From Open Problems in Sublinear Algorithms
Jump to: navigation, search
Suggested by Clément Canonne
Source FOCS 2017
Short link https://sublinear.info/83

Given the full description of a fixed distribution over a discrete domain (say [n]=\{1,\dots,n\}), as well as access to i.i.d. samples from an unknown probability distributions p over [n] and distance parameter \varepsilon\in(0,1], the identity testing problem asks to distinguish w.h.p. between (i) p=q and (ii) \operatorname{d}_{\rm TV}(p,q)>\varepsilon.

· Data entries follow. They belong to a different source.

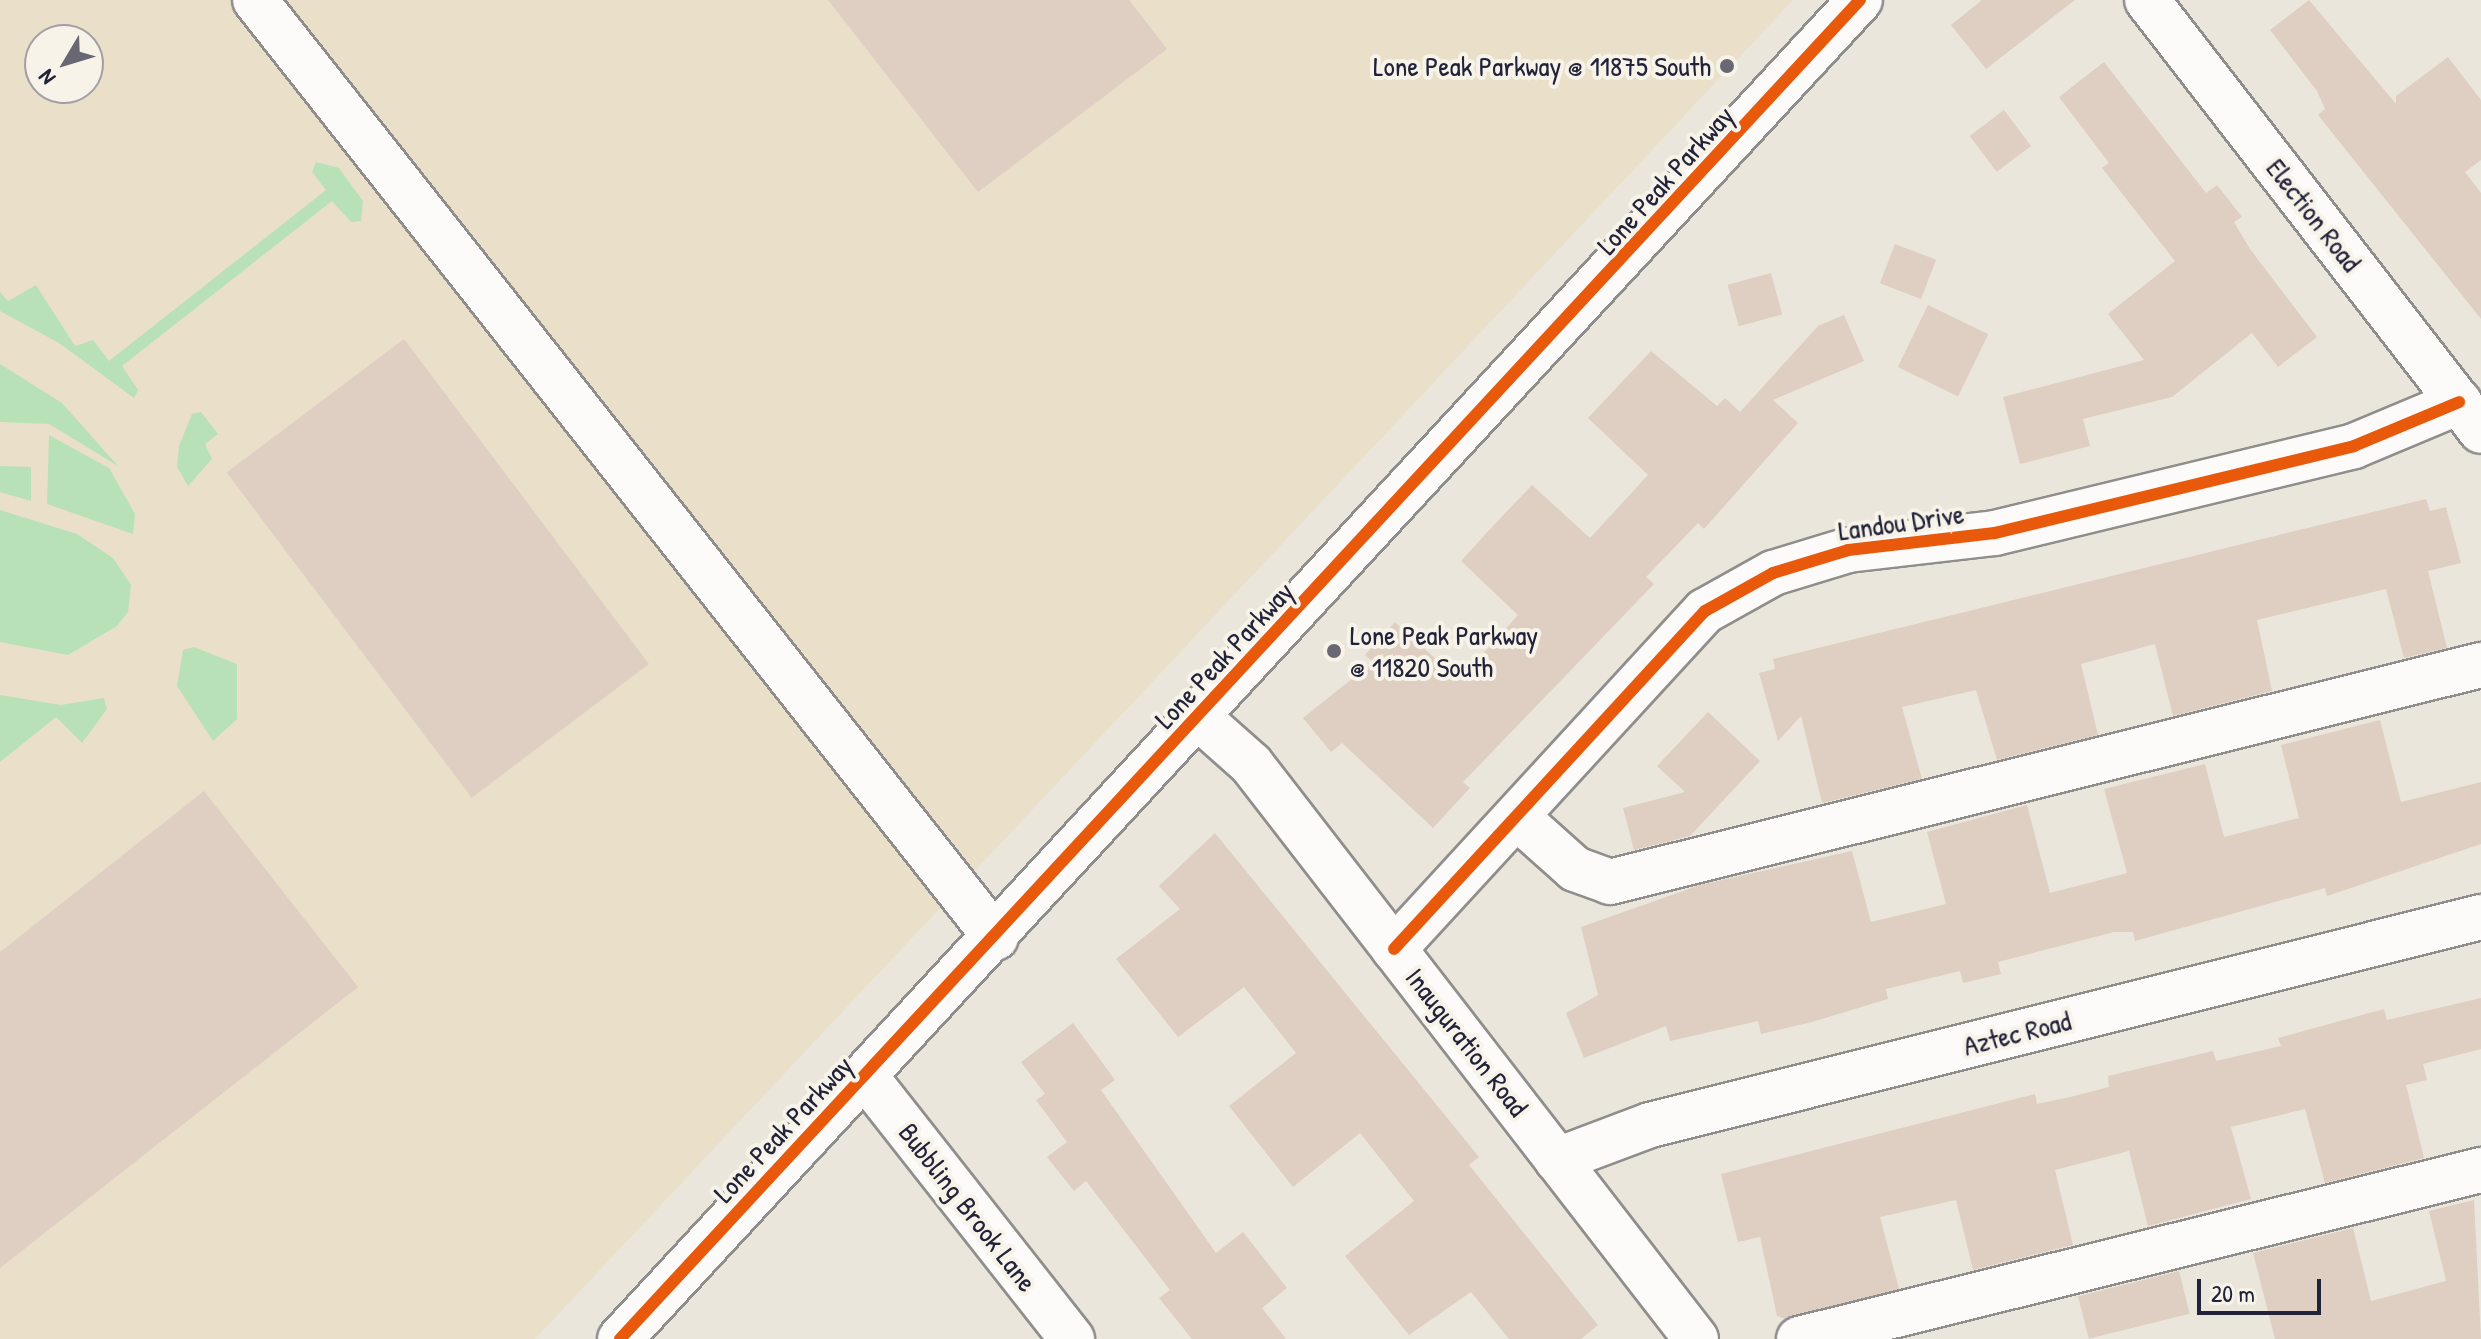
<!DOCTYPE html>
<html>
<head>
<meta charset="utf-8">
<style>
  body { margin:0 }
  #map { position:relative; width:2481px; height:1339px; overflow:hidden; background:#ebe6db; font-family:"Patrick Hand",sans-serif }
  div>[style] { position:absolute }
  .built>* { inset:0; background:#eadfc9 }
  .green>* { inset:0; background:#b8e1b8 }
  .building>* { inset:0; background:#dfcec2; transform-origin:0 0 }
  .roads { filter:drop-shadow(2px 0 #908e8c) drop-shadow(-2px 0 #908e8c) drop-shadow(0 2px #908e8c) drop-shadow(0 -2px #908e8c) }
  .minor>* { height:44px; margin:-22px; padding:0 22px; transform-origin:22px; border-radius:22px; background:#fcfbfa }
  .major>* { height:44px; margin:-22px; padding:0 22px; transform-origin:22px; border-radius:22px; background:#fcfbfa }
  .cycleway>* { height:12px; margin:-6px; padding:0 6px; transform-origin:6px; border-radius:6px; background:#e8590c }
  .dots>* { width:22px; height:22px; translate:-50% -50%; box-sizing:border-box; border:4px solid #f7f3e8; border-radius:50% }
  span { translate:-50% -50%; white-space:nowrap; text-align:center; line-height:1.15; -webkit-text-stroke:8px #f7f3e8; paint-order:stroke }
  .poi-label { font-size:28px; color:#22223b }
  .right { translate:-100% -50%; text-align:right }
  .left { translate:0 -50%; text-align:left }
  .street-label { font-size:28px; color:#22223b }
  .north { position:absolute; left:24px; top:24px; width:80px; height:80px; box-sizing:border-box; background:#f7f3e8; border:2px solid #a29fa3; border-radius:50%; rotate:232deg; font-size:22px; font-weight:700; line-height:32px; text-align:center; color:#22223b }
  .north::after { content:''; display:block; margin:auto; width:28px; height:36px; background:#686773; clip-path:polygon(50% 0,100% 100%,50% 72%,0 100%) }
  .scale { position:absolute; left:2197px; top:1279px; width:124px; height:36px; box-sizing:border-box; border:4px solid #22223b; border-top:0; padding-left:10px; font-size:24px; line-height:28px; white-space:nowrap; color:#22223b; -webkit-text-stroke:6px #f7f3e8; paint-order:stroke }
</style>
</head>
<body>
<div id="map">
  <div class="built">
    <i style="clip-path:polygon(evenodd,0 0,1793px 0,535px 1339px,0 1339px,0 0,40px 40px,88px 40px,88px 88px,40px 88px,40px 40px)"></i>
  </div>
  <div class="green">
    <i style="clip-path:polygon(316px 162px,339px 168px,363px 201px,361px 221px,351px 222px,332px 201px,122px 366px,138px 390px,134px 398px,59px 343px,0 311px,0 292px,8px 301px,36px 285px,75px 346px,93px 340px,109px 361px,326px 190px,312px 172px)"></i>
    <i style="clip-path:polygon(0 364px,62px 403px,118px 466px,49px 424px,0 422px)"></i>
    <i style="clip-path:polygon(201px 412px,218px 434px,205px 444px,212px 459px,188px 486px,177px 467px,179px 446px,192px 414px)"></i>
    <i style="clip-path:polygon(49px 435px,109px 468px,135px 514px,133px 534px,47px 504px)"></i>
    <i style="clip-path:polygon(0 466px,31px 467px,31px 501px,0 492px)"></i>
    <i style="clip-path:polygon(0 510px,77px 534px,113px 558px,131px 585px,128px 612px,117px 626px,68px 655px,0 642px)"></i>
    <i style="clip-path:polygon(194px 647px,237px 664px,237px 719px,213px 741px,177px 686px,183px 650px)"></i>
    <i style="clip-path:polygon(0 695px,61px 705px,104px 698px,107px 709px,82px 743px,56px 717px,0 762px)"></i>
  </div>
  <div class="building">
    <i style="clip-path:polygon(828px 0,1129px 0,1167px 49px,978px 192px)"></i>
    <i style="clip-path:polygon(1982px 0,2075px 0,1986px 69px,1951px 25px)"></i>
    <i style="clip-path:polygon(2309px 0,2396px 104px,2396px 96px,2448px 57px,2481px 100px,2481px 160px,2465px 172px,2481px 193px,2481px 319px,2318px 115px,2325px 109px,2317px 91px,2270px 30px)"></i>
    <i style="clip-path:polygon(2104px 62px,2206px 193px,2217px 185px,2242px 217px,2234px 222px,2250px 249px,2317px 337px,2278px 367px,2252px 333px,2172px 397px,2083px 419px,2090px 446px,2020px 464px,2003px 397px,2144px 360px,2108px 314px,2175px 261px,2102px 168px,2109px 163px,2059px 97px)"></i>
    <i style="left:2004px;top:110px;width:45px;height:43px;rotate:53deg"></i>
    <i style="left:1895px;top:244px;width:44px;height:42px;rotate:21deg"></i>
    <i style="left:1771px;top:273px;width:43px;height:45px;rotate:75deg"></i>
    <i style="left:1928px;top:305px;width:67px;height:69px;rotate:26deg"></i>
    <i style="clip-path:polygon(1844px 315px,1864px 361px,1773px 400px,1798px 423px,1704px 529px,1698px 523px,1646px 577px,1654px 584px,1463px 782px,1470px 788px,1433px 828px,1342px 743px,1331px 752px,1303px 718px,1373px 662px,1365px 655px,1395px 622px,1459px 680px,1518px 615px,1461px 561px,1491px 528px,1532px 485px,1590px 538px,1648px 475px,1588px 418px,1651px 351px,1717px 406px,1725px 398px,1740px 412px,1818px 326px)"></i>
    <i style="left:404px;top:339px;width:407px;height:222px;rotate:53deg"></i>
    <i style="clip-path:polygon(2426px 499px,2430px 511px,2446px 507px,2461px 563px,2428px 571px,2447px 648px,2404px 658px,2386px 589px,2257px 620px,2272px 691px,2173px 716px,2155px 644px,2081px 664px,2098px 735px,1997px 760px,1976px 690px,1902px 707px,1922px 779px,1822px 803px,1801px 716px,1778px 741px,1759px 673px,1775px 669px,1773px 659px)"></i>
    <i style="clip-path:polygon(1708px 712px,1760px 761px,1690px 836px,1634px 850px,1623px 808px,1685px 792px,1657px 766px)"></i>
    <i style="clip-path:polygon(2380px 720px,2401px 802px,2481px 782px,2481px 844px,2327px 896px,2325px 888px,2135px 941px,2133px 932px,2114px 932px,1998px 962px,2001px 974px,1963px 983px,1960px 971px,1886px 989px,1888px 999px,1812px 1022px,1761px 1034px,1758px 1021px,1670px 1041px,1666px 1026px,1584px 1058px,1566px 1013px,1598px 995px,1581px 927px,1700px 885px,1852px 851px,1871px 922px,1946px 904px,1927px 832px,2027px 805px,2050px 893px,2127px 873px,2104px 789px,2205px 764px,2224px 837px,2299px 818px,2281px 745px)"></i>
    <i style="clip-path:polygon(204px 791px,358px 987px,0 1268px,0 952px)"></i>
    <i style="clip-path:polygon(1215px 833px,1479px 1157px,1469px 1165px,1598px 1325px,1581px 1339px,1509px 1339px,1471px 1292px,1409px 1335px,1345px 1256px,1414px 1201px,1360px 1133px,1293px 1187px,1229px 1106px,1296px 1053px,1244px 987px,1178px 1037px,1116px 959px,1180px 909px,1159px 886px)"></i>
    <i style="clip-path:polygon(2481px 998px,2481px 1049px,2423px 1064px,2427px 1080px,2406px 1085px,2424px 1158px,2325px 1183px,2305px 1109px,2231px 1127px,2251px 1199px,2148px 1226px,2129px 1151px,2055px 1170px,2073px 1245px,1973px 1270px,1956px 1200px,1880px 1217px,1899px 1289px,1786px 1319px,1777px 1316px,1760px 1237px,1738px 1242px,1721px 1174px,2035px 1094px,2037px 1104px,2070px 1097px,2109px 1087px,2108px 1076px,2213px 1051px,2216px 1061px,2281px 1046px,2278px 1038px,2384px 1009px,2387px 1020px)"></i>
    <i style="clip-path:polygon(1073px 1023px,1115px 1080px,1101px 1090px,1216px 1253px,1243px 1232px,1287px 1288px,1262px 1308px,1286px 1339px,1192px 1339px,1159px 1298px,1170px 1290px,1086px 1181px,1074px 1191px,1047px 1157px,1067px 1142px,1036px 1100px,1045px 1094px,1021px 1062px)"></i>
    <i style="clip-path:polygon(2474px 1200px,2481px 1339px,2275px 1339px,2253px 1253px,2353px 1228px,2371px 1301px,2446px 1281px,2429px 1211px)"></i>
    <i style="left:2179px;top:1271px;width:44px;height:104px;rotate:76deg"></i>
  </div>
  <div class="roads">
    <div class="minor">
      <i style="left:255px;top:0;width:1195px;rotate:51.69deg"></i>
      <i style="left:2147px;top:0;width:545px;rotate:52.23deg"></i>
      <i style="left:1198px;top:717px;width:71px;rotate:41.6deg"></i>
      <i style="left:1251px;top:764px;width:727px;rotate:52.26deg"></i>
      <i style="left:1518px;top:818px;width:76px;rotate:41.8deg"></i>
      <i style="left:1575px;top:869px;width:37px;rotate:20deg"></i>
      <i style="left:1610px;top:882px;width:898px;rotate:-13.99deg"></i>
      <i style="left:1394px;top:949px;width:459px;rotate:-47.4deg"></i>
      <i style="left:1705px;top:611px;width:78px;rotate:-29.2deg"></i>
      <i style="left:1773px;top:573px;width:78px;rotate:-17deg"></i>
      <i style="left:1848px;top:550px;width:148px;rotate:-6.6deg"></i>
      <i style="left:1995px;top:533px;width:369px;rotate:-13.6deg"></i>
      <i style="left:2354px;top:446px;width:114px;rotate:-22.7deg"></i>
      <i style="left:865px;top:1076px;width:335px;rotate:51.8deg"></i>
      <i style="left:1557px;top:1160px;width:99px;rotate:-20.6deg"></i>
      <i style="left:1650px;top:1125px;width:857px;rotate:-14.05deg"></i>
      <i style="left:1799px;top:1339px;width:703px;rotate:-13.92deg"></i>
    </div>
    <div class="major">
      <i style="left:620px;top:1339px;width:1825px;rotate:-47.2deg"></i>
    </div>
  </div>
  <div class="cycleway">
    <i style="left:1394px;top:949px;width:459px;rotate:-47.4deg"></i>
    <i style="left:1705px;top:611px;width:78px;rotate:-29.2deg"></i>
    <i style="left:1773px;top:573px;width:78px;rotate:-17deg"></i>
    <i style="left:1848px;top:550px;width:148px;rotate:-6.6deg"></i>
    <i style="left:1995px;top:533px;width:369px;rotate:-13.6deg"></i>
    <i style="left:2354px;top:446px;width:114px;rotate:-22.7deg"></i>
    <i style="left:620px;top:1339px;width:1825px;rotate:-47.2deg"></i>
  </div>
  <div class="dots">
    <i style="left:1727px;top:66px;background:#686773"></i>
    <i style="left:1334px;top:651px;background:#686773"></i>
  </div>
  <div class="poi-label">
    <span class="right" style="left:1711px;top:66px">Lone Peak Parkway @ 11875 South</span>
    <span class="left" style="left:1350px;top:651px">Lone Peak Parkway<br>@ 11820 South</span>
  </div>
  <div class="street-label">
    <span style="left:1665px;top:180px;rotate:-48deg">Lone Peak Parkway</span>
    <span style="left:2314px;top:215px;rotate:52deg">Election Road</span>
    <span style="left:1901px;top:522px;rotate:-8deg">Landou Drive</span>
    <span style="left:1224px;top:655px;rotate:-47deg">Lone Peak Parkway</span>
    <span style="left:2017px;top:1033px;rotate:-14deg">Aztec Road</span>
    <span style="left:1467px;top:1042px;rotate:52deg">Inauguration Road</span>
    <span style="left:783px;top:1129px;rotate:-47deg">Lone Peak Parkway</span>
    <span style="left:968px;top:1207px;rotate:52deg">Bubbling Brook Lane</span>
  </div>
  <div class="north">N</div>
  <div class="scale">20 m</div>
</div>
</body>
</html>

The sample complexity of this question as a function of n and \varepsilon is fully understood by now: \Theta(\sqrt{n}/\varepsilon^2) are necessary and sufficient, the worst-case lower bound following from taking q to be the uniform distribution on [n]. Valiant and Valiant [ValiantV-14] shown an instance-specific bound on this problem, where the sample complexity \Psi_{\rm TV} now only depends on \varepsilon and the (massive) parameter q instead of n: namely, that \Psi_{\rm TV}(q,\varepsilon) = \Theta\left(\max\left( \frac{\Phi(q,\Theta(\varepsilon))}{\varepsilon^2}, \frac{1}{\varepsilon}\right)\right) samples were necessary and sufficient, where \Phi is the functional defined by taking the 2/3-pseudonorm of the vector of probabilities of q, once both the biggest element and \varepsilon total mass of the smallest elements had been removed: \Phi(q,\varepsilon) = \lVert q^{-\max}_{-\varepsilon} \rVert_{2/3} . Using different techniques, Blais, Canonne, and Gur [BlaisCG-17] then established a similar instance-specific bound, with regard to a different functional, the "K-functional \kappa between \ell_1 and \ell_2 spaces:" \Psi_{\rm TV}(q,\varepsilon)=\Omega\left({\kappa_p(1-\Theta(\varepsilon))}/{\varepsilon}\right), \Psi_{\rm TV}(q,\varepsilon)=O\left({\kappa_p(1-\Theta(\varepsilon))}/{\varepsilon^2}\right) .

Now, consider the exact same problem, but replacing the total variation \operatorname{d}_{\rm TV}(p,q) by the Hellinger distance \operatorname{d}_{\rm H}(p,q) = \frac{1}{\sqrt{2}}\lVert\sqrt{p}-\sqrt{q}\rVert_2\,. Results of Daskalakis, Kamath, and Wright [DaskalakisKW-18] show that the worst-case sample complexity remains \Theta(\sqrt{n}/\varepsilon^2). Moreover, due to the quadratic dependence between Hellinger and total variation distances, both instance-specific bounds mentioned above apply, yet with possibly a quadratic gap between upper and lower bounds in terms of \varepsilon: leading to bounds on the instance-specific sample complexity \Psi_{\rm H} of Hellinger identity testing of \Psi_{\rm TV}(q,\varepsilon) \leq \Psi_{\rm H}(q,\varepsilon) \leq \Psi_{\rm TV}(q,\varepsilon^2).

What is the right dependence on \varepsilon of \Psi_{\rm H}?

Note that in both instance-specific bounds obtained for \Psi_{\rm TV}, there exist (simple) examples of q where \varepsilon ends up in the exponent, so this quadratic gap is not innocuous even for constant \varepsilon.